### [Work to complete]
With the line containing "for (let i = 2;" as the start and the line containing "g.lineCap = dash ? 'butt' : 'round';" as the end, transcribe that span of the entries below exactly, including both.

[Stored data]

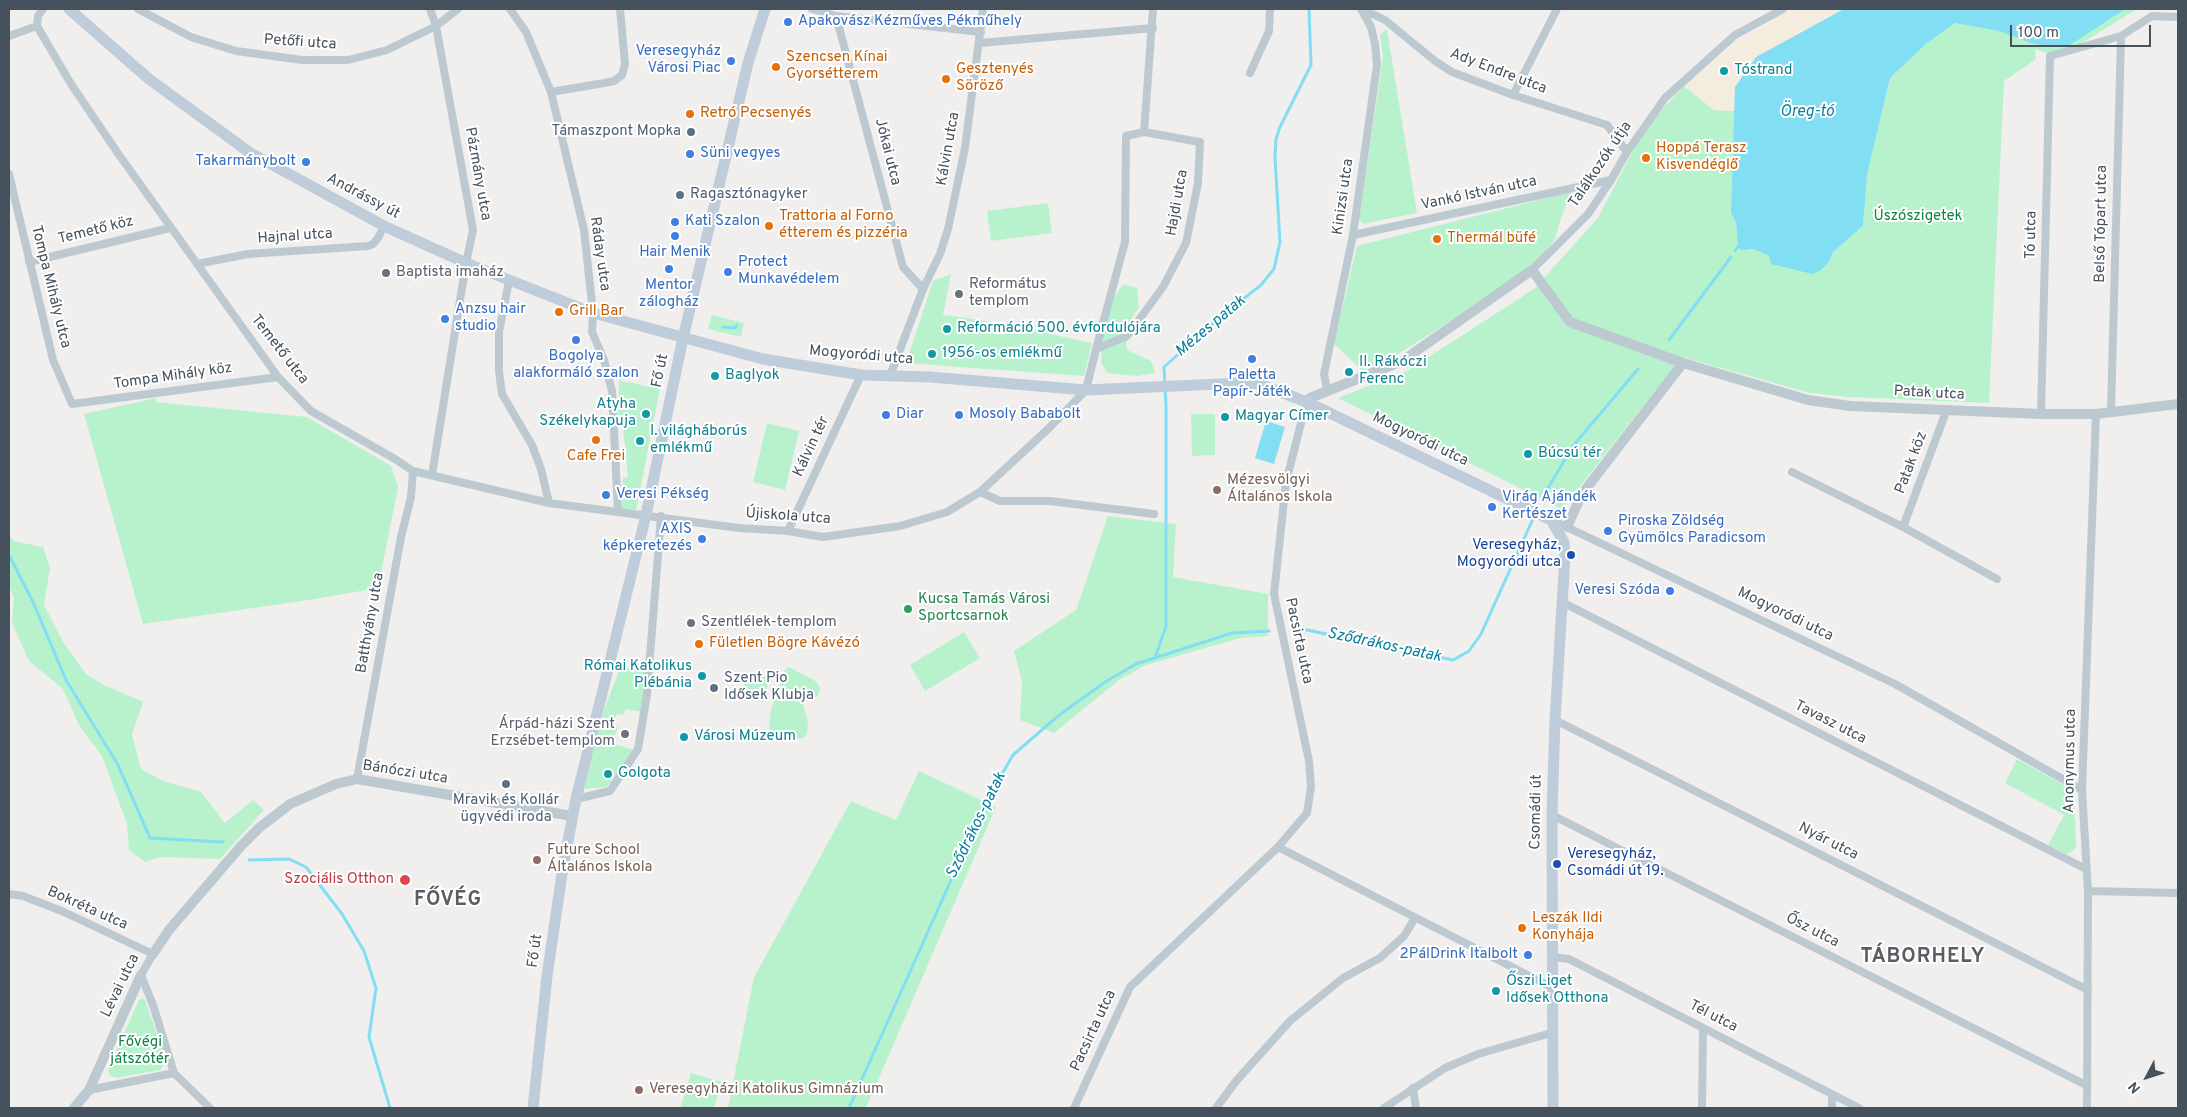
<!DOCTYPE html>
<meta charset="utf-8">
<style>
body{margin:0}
#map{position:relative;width:2187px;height:1117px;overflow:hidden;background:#f1eeee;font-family:Overpass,sans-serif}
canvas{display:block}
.frame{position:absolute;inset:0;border:10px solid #45525d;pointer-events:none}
.north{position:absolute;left:2122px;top:1052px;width:50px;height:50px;-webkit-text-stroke:4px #fff;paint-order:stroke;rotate:230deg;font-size:14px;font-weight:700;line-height:20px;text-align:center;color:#45525d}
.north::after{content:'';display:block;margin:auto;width:18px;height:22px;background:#45525d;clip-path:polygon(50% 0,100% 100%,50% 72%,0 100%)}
.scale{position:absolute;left:2010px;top:25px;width:141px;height:22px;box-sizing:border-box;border:2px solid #45525d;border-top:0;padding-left:6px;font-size:15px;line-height:18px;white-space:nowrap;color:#45525d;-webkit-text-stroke:4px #fff;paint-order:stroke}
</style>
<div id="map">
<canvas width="2187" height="1117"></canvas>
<div class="frame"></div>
<div class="north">N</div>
<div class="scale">100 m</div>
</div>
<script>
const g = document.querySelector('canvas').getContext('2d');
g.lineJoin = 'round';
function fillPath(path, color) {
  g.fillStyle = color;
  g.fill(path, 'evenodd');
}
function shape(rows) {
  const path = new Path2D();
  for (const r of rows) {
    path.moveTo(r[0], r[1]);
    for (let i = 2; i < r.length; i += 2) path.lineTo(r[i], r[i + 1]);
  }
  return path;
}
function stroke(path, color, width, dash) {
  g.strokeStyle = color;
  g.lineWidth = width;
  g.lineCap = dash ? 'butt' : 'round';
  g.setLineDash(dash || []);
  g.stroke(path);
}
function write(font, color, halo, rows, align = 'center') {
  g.font = font + ' Overpass,sans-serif';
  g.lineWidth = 4;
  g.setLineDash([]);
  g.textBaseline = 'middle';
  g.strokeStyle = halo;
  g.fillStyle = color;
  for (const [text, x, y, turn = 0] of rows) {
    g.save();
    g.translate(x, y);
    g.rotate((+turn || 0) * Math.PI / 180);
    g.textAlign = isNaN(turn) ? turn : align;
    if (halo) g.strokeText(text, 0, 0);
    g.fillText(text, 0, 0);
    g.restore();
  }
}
const green = shape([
 [1949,9,2137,9,2077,46,2048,53,2035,49,2036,59,2004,81,1989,403,1849,397,1810,393,1682,357,1562,509,1338,398,1407,371,1534,289,1598,218,1639,139,1650,123,1684,86,1714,110,1735,111,1731,213,1736,223,1738,247,1748,250,1753,249,1808,273,1821,270,1829,262,1833,252,1863,226,1867,175,1890,78,1926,44,1955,23],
 [1385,30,1387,30,1417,213,1363,224,1359,220,1381,71,1383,56,1380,35],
 [1571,192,1560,221,1555,239,1532,270,1398,354,1362,370,1334,344,1357,246],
 [1048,203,1052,233,991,241,987,211],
 [951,274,943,315,981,320,1015,327,1014,330,1019,331,1020,329,1030,333,1031,330,1092,343,1084,376,906,363,933,281],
 [1123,284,1137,288,1139,307,1126,327,1127,350,1151,361,1155,373,1137,376,1107,373,1101,362,1103,332,1112,300],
 [712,315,744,323,741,337,708,329],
 [619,380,660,389,636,510,622,509,623,478,628,477,622,416,618,416],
 [156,398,155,402,307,417,391,466,398,487,378,588,309,600,143,624,84,414],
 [1191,414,1215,414,1215,455,1192,456],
 [767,423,799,431,785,490,753,482],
 [1108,516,1176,524,1173,577,1268,594,1268,636,1240,638,1146,665,1119,680,1054,733,1020,720,1022,682,1014,651,1076,610],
 [9,535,13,541,43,547,50,568,44,605,63,642,86,674,104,685,143,702,132,734,141,769,163,781,201,792,225,823,253,800,264,810,220,859,161,857,145,862,129,850,127,824,102,756,79,725,63,689,29,661,12,623,14,598,9,586],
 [964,632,980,658,925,691,910,665],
 [789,667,817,682,820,689,818,696,805,702,803,706,808,721,807,734,803,738,794,739,774,735,769,728,771,710,784,671],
 [620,668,646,669,642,712,626,709,623,715,617,714,614,725,618,727,612,743,633,750,607,787,584,789,604,710],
 [746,673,769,677,764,702,742,698],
 [2017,759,2069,788,2074,793,2076,847,2072,852,2066,854,2048,845,2064,815,2005,783],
 [919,771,996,807,866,1108,728,1108,754,977,851,801,896,820],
 [142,998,145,1000,166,1060,160,1070,116,1078,110,1075,108,1069,139,1000],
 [691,1073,722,1082,714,1108,680,1108]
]);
const sand = shape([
 [1793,9,1844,9,1756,57,1735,87,1735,111,1714,110,1684,86,1737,42]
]);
const water = shape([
 [1844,9,2125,9,2067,47,2034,44,1999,31,1955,23,1926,44,1890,78,1867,175,1863,226,1833,252,1829,262,1821,270,1812,274,1771,264,1769,256,1753,249,1741,250,1738,247,1736,223,1731,213,1735,87,1756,57],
 [1266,421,1285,427,1274,464,1255,458]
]);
const stream = shape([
 [1735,251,1740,244],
 [723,327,735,328,737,325],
 [1669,340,1731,257],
 [1548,488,1573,446,1638,369],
 [9,555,33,602,66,680,118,765,150,838,223,842],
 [1302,629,1453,660,1469,651,1481,634,1532,521],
 [1155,658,1166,626,1166,406,1164,367,1218,319,1261,285,1274,269,1280,242,1275,158,1276,139,1280,127,1311,65,1309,9],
 [249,860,289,859,306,867,342,914,364,951,376,988,369,1037,390,1108],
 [849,1108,986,802,1013,755,1058,716,1105,682,1136,664,1232,633,1269,631]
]);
const minor = shape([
 [43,9,38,16,37,26,71,84,117,152,278,377,311,411,395,459,413,471,549,503,739,528,788,531,823,537,900,526,947,512,980,492,1048,429,1086,390,1096,349,1125,242,1126,136,1144,132,1200,142,1198,183,1186,243,1163,287,1127,336,1096,349],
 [138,9,191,37,236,51,302,60,348,60,387,50,436,26,458,9],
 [430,9,436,26,473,230,466,263,432,475],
 [510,9,526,32,551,92,584,230,593,313,592,332,604,360,612,391,618,512],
 [812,9,836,16,981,32],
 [1362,9,1385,20,1435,61,1452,72,1513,95,1607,125,1627,152],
 [836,16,903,267,923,289],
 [9,36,37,26],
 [980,43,1153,28],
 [1250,73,1269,31,1270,9],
 [551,92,604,83,614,81,622,75,625,64,620,9],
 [1513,95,1557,9],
 [1144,132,1153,9],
 [9,174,53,360,72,404,278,377],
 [1353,235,1611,180],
 [29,262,170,228],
 [197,264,248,254,368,246,373,244,378,238,384,226],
 [1532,270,1588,214,1611,180,1627,152,1665,98,1735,35,1783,9],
 [509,281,499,332,499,371,502,394,532,445,541,469,549,503],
 [890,376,923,289,940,254,948,229,965,148,983,9],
 [1327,390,1324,374,1353,235,1377,65,1375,44,1371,27,1361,9],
 [2111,412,2121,36],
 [2041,414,2050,56,2121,36,2152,16,2178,17],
 [1792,472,1903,527,1997,579],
 [980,492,1000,501,1050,501,1154,514],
 [1552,520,1895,684,2082,790],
 [1903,527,1947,409],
 [788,531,861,375],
 [1562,602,2086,869],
 [1555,720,2088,990],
 [357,779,401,537,411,497,413,471],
 [576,799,610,791,638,749,647,694,661,516],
 [1552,815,2086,1085],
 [1278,847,1551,987],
 [2088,891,2178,893],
 [9,894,23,896,64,912,153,954,141,975,153,1005,174,1073,210,1108],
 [1552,957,1569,959,1859,1108],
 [1413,1088,1416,1108],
 [89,1090,174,1073],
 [1832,1095,1832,1108],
 [1074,1108,1130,987,1278,847,1307,813,1311,787,1309,761,1274,594,1286,482,1301,423,1309,400],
 [1216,1108,1237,1080,1290,1021,1343,978,1380,958,1404,936,1415,918],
 [1384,1108,1445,1068,1478,1054,1551,1033],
 [1702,1108,1703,1028],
 [2087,1108,2088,891,2082,790,2096,414]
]);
const tertiary = shape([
 [1310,398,1402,361,1532,270,1570,322,1683,363,1808,400,1850,406,2041,414,2096,414,2178,404],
 [1567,527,1582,494,1683,363],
 [153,954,169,930,241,846,259,828,290,804,336,784,357,779,572,816],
 [74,1108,89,1090,141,975]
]);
const secondary = shape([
 [69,9,149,79,249,152,384,226,466,263,593,313,763,359,861,375,930,377,1086,390,1242,383,1259,384,1307,402,1551,520,1564,542,1565,557,1555,720,1552,815,1553,1108],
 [533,1108,547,976,563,867,576,799,646,515,683,338,748,63,765,9]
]);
const markers = [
 [788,22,5,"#3f7fe0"],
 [731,61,5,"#3f7fe0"],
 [776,67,5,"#e8710a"],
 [1724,71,5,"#0f9aa8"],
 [946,79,5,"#e8710a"],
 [690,114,5,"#e8710a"],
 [691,132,5,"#5c6f8a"],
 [690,154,5,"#3f7fe0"],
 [1646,158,5,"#e8710a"],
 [306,162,5,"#3f7fe0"],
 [680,195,5,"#5c6f8a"],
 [675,222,5,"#3f7fe0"],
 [769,226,5,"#e8710a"],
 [675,236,5,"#3f7fe0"],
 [1437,239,5,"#e8710a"],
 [669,269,5,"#3f7fe0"],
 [728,272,5,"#3f7fe0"],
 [386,273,5,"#6b7280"],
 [959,294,5,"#6b7280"],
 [559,312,5,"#e8710a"],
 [445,319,5,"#3f7fe0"],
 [947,329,5,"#0f9aa8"],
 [576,340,5,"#3f7fe0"],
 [932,354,5,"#0f9aa8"],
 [1252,359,5,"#3f7fe0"],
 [1349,372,5,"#0f9aa8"],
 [715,376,5,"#0f9aa8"],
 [646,414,5,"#0f9aa8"],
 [886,415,5,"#3f7fe0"],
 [959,415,5,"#3f7fe0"],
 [1225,417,5,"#0f9aa8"],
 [596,440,5,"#e8710a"],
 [640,441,5,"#0f9aa8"],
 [1528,454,5,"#0f9aa8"],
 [1217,490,5,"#8d6e63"],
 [606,495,5,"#3f7fe0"],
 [1492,507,5,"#3f7fe0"],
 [1608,531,5,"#3f7fe0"],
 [702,539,5,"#3f7fe0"],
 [1571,555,5,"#1a4fb4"],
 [1670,591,5,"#3f7fe0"],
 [908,609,5,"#2e9e5b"],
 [691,623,5,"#6b7280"],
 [699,644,5,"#e8710a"],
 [702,676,5,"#0f9aa8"],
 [714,688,5,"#5c6f8a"],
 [625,734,5,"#6b7280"],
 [684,737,5,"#0f9aa8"],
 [608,774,5,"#0f9aa8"],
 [506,784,5,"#5c6f8a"],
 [537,860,5,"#8d6e63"],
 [1557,864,5,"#1a4fb4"],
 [405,880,6,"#e0444e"],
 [1522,928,5,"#e8710a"],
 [1528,955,5,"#3f7fe0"],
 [1496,991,5,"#0f9aa8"],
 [639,1090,5,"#8d6e63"]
];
const shopNames = [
 ["Apakovász Kézműves Pékműhely",798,22],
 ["Veresegyház",721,52,"right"],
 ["Városi Piac",721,69,"right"],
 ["Süni vegyes",700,154],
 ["Takarmánybolt",296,162,"right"],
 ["Kati Szalon",685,222],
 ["Hair Menik",675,253,"center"],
 ["Protect",738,263],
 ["Munkavédelem",738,280],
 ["Mentor",669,286,"center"],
 ["zálogház",669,303,"center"],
 ["Anzsu hair",455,310],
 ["studio",455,327],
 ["Bogolya",576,357,"center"],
 ["alakformáló szalon",576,374,"center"],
 ["Paletta",1252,376,"center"],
 ["Papír-Játék",1252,393,"center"],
 ["Diar",896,415],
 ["Mosoly Bababolt",969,415],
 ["Veresi Pékség",616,495],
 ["Virág Ajándék",1502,498],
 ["Kertészet",1502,515],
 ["Piroska Zöldség",1618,522],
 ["Gyümölcs Paradicsom",1618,539],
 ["AXIS",692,530,"right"],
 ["képkeretezés",692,547,"right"],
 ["Veresi Szóda",1660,591,"right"],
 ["2PálDrink Italbolt",1518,955,"right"]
];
const streetNames = [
 ["Petőfi utca",300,43,4],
 ["Ady Endre utca",1498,72,21],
 ["Kálvin utca",949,149,-80],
 ["Jókai utca",887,152,76],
 ["Találkozók útja",1601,165,-56],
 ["Pázmány utca",477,174,80],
 ["Vankó István utca",1479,194,-12],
 ["Andrássy út",363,197,28],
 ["Kinizsi utca",1344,197,-82],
 ["Hajdi utca",1178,203,-80],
 ["Belső Tópart utca",2102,224,-89],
 ["Temető köz",96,231,-14],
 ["Tó utca",2032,235,-89],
 ["Hajnal utca",295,237,-4],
 ["Ráday utca",599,254,82],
 ["Tompa Mihály utca",50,287,76],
 ["Temető utca",279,350,52],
 ["Mogyoródi utca",861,356,5],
 ["Fő út",661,371,-78],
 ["Tompa Mihály köz",173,377,-8],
 ["Patak utca",1929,394,3],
 ["Mogyoródi utca",1420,440,26],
 ["Kálvin tér",812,447,-65],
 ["Patak köz",1912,463,-69],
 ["Újiskola utca",788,517,4],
 ["Mogyoródi utca",1785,615,26],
 ["Batthyány utca",371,623,-80],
 ["Pacsirta utca",1298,641,78],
 ["Tavasz utca",1830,723,27],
 ["Anonymus utca",2071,761,-89],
 ["Bánóczi utca",405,773,9],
 ["Csomádi út",1537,812,-89],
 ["Nyár utca",1828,842,27],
 ["Bokréta utca",87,909,24],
 ["Ősz utca",1812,931,27],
 ["Fő út",536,951,-82],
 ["Lévai utca",121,986,-64],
 ["Tél utca",1713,1017,27],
 ["Pacsirta utca",1094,1031,-65]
];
const foodNames = [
 ["Szencsen Kínai",786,58],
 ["Gyorsétterem",786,75],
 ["Gesztenyés",956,70],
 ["Söröző",956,87],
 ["Retró Pecsenyés",700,114],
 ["Hoppá Terasz",1656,149],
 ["Kisvendéglő",1656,166],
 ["Trattoria al Forno",779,217],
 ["étterem és pizzéria",779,234],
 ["Thermál büfé",1447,239],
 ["Grill Bar",569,312],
 ["Cafe Frei",596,457,"center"],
 ["Fületlen Bögre Kávézó",709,644],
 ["Leszák Ildi",1532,919],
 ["Konyhája",1532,936]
];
const cultureNames = [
 ["Tóstrand",1734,71],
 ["Reformáció 500. évfordulójára",957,329],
 ["1956-os emlékmű",942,354],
 ["II. Rákóczi",1359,363],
 ["Ferenc",1359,380],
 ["Baglyok",725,376],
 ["Atyha",636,405,"right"],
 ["Székelykapuja",636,422,"right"],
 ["Magyar Címer",1235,417],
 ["I. világháborús",650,432],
 ["emlékmű",650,449],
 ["Búcsú tér",1538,454],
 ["Római Katolikus",692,667,"right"],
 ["Plébánia",692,684,"right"],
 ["Városi Múzeum",694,737],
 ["Golgota",618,774],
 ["Őszi Liget",1506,982],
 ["Idősek Otthona",1506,999]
];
const serviceNames = [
 ["Támaszpont Mopka",681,132,"right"],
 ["Ragasztónagyker",690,195],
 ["Szent Pio",724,679],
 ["Idősek Klubja",724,696],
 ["Mravik és Kollár",506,801,"center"],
 ["ügyvédi iroda",506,818,"center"]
];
const parkNames = [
 ["Úszószigetek",1918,217],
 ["Fővégi",140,1043],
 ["játszótér",140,1060]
];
const worshipNames = [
 ["Baptista imaház",396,273],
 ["Református",969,285],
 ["templom",969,302],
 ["Szentlélek-templom",701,623],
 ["Árpád-házi Szent",615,725,"right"],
 ["Erzsébet-templom",615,742,"right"]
];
const educationNames = [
 ["Mézesvölgyi",1227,481],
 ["Általános Iskola",1227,498],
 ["Future School",547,851],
 ["Általános Iskola",547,868],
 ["Veresegyházi Katolikus Gimnázium",649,1090]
];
const transitNames = [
 ["Veresegyház,",1561,546],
 ["Mogyoródi utca",1561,563],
 ["Veresegyház,",1567,855,"left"],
 ["Csomádi út 19.",1567,872,"left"]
];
const leisureNames = [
 ["Kucsa Tamás Városi",918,600],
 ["Sportcsarnok",918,617]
];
const healthNames = [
 ["Szociális Otthon",394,880]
];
const waterNames = [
 ["Öreg-tó",1807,113],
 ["Mézes patak",1211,327,-40],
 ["Sződrákos-patak",1384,646,12],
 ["Sződrákos-patak",977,826,-64]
];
const districtNames = [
 ["FŐVÉG",448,901],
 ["TÁBORHELY",1923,958]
];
fillPath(green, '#b8f2cd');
fillPath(sand, '#f4ecdd');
fillPath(water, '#82def3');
stroke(stream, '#82def3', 3);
stroke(minor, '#bdc9d1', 8);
stroke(tertiary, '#bdc9d1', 10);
stroke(secondary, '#bfccd9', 11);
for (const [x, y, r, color] of markers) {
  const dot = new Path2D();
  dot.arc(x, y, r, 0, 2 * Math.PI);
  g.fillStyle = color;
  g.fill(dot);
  stroke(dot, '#fff', 2);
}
write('15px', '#366cbe', '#fff', shopNames, 'left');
write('15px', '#45525d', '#fff', streetNames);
write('15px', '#c56008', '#fff', foodNames, 'left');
write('15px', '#0d838f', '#fff', cultureNames, 'left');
write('15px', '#4e5e75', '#fff', serviceNames, 'left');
write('15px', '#0f8447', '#fff', parkNames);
write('15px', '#5b616d', '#fff', worshipNames, 'left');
write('15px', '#785e54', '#fff', educationNames, 'left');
write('15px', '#164399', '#fff', transitNames, 'right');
write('15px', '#27864d', '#fff', leisureNames, 'left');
write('15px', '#be3a42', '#fff', healthNames, 'right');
write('italic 16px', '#037f9c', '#fff', waterNames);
g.letterSpacing = '1px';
write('bold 20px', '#5a5e64', '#fff', districtNames);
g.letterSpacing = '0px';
</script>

### [Finished task]
    for (let i = 2; i < r.length; i += 2) path.lineTo(r[i], r[i + 1]);
  }
  return path;
}
function stroke(path, color, width, dash) {
  g.strokeStyle = color;
  g.lineWidth = width;
  g.lineCap = dash ? 'butt' : 'round';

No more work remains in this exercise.